Cuando ya estaban en la acera, Diane exclamó:
– ¡Santo cielo! ¿Creéis que llamará a Bobby?
Katie que no estaba muy segura, negó con la cabeza y contestó:
– No. A Roman no le gusta tener que dar malas noticias. Sólo se encarga de ponerles remedio.
Se cubrió el rostro con la mano por un instante y, en la oscuridad, notó como el alcohol le corría por las venas con impaciencia; también notó el peso de su propia soledad. Desde la muerte de su madre siempre se había sentido sola y ya había pasado mucho tiempo desde entonces.
Eve vomitó al llegar al aparcamiento y salpicó uno de los neumáticos traseros del Toyota azul de Katie. Cuando acabó, Katie sacó un pequeño frasco de enjuague bucal del bolso y se lo pasó a Eve.
– ¿Crees que puedes conducir? -le preguntó Eve.
Katie asintió con la cabeza y contestó:
– Sin ningún problema; además sólo estamos a unas catorce manzanas de distancia.
– Una razón de más para irse -añadió Katie mientras salían del aparcamiento-. Otra razón para abandonar este barrio de mierda.
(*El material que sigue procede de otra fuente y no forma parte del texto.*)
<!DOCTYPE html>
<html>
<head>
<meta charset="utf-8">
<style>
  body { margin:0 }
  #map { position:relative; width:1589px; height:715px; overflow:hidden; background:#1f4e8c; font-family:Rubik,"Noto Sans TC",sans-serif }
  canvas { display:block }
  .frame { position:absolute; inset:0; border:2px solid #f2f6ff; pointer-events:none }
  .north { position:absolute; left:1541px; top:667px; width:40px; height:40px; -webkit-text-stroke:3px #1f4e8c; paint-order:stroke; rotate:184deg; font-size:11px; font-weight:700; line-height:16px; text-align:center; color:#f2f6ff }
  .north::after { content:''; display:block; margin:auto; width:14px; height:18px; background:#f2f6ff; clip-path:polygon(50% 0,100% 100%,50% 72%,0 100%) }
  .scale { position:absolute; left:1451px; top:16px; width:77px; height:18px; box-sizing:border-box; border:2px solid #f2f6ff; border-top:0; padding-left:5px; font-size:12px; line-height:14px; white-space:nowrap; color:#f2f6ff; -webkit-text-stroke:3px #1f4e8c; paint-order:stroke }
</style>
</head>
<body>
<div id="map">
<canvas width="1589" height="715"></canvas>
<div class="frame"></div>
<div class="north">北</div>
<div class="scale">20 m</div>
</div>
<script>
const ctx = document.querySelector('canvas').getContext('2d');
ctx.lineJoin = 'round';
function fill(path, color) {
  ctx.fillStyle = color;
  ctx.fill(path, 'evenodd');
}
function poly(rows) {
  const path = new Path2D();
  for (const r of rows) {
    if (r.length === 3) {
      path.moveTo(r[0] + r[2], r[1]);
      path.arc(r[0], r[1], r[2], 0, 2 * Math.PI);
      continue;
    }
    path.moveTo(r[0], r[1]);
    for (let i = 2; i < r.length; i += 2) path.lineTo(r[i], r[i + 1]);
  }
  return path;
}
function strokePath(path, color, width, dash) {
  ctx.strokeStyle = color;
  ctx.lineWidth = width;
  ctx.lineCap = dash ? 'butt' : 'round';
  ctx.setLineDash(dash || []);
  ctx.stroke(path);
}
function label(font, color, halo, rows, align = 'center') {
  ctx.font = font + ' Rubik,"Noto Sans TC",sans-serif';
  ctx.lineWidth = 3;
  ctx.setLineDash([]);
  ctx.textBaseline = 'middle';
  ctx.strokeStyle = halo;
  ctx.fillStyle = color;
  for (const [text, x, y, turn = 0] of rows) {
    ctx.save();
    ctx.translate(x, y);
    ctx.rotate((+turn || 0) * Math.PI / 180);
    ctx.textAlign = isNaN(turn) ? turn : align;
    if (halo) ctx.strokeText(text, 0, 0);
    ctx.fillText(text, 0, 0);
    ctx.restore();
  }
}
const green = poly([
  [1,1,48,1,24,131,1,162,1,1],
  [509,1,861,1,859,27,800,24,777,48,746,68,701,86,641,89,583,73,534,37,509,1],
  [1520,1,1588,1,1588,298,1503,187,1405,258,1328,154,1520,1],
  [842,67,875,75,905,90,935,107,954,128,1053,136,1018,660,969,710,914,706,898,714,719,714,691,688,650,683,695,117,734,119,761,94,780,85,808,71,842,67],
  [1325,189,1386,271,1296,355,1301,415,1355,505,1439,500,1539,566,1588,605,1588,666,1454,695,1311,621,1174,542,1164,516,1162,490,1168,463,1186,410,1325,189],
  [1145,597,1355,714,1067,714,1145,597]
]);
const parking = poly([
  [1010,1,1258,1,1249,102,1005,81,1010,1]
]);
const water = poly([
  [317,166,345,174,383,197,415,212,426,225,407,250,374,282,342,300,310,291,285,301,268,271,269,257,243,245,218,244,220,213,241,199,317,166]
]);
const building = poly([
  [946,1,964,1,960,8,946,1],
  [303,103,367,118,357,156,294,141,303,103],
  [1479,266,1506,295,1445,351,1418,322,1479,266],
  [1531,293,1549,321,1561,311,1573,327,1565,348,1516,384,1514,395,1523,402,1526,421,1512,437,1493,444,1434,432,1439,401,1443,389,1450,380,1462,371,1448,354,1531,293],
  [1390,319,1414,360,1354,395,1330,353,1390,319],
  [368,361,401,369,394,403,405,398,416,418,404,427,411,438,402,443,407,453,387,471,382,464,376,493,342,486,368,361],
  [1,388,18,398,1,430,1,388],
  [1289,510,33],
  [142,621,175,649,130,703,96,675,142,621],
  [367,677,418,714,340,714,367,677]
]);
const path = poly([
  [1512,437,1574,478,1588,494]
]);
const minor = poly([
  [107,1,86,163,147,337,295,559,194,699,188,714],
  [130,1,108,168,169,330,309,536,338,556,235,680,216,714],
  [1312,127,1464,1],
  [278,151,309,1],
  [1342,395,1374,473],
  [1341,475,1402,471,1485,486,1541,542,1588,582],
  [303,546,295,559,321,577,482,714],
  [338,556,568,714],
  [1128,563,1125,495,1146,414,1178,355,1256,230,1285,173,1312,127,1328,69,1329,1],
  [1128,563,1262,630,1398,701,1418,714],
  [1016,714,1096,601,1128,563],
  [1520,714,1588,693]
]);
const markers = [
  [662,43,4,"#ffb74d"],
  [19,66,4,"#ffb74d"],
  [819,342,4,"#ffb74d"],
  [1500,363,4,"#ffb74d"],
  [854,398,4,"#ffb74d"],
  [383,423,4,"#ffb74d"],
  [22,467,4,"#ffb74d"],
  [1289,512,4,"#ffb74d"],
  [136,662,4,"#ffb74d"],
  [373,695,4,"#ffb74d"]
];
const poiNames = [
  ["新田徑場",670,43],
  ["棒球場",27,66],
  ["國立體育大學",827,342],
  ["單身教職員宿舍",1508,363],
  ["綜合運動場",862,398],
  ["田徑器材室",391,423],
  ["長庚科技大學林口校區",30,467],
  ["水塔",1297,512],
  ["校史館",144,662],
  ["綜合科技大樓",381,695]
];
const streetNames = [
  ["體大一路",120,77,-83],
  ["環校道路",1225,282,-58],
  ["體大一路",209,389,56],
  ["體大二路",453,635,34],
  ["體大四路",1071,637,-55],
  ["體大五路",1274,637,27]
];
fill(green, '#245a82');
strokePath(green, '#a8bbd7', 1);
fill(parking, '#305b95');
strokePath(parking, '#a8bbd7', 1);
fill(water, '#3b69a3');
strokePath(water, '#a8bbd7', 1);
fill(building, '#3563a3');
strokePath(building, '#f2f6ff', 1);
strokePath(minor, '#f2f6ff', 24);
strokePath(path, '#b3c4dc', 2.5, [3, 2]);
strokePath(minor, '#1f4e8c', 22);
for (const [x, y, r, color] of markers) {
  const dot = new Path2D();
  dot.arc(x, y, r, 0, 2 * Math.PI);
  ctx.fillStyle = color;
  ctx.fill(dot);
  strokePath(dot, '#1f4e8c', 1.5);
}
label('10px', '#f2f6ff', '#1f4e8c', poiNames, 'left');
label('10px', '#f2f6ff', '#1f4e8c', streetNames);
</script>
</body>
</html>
Diane asintió con poco entusiasmo.
Atravesaron la zona con precaución y Katie, que no pasó de cuarenta y que estaba muy concentrada, no se movió del carril de la derecha, Siguieron por la calle Dunboy a lo largo de doce manzanas y después cogieron la calle Crescent, que estaba un poco más oscura y más tranquila. Al llegar a la parte baja del barrio, tomaron la calle Sydney para ir a casa de Eve. Mientras estaban en el coche, Diane había decidido que pasaría la noche en el sofá de Eve porque si volvía a casa de su novio, Matt, en semejante estado, tendría que comerse un marrón; así pues, ella y Eve salieron del coche bajo una farola rota en la calle Sydney. Había empezado a llover y las gotas caían encima del limpiaparabrisas de Katie; sin embargo, Diane y Eve no parecían darse cuenta.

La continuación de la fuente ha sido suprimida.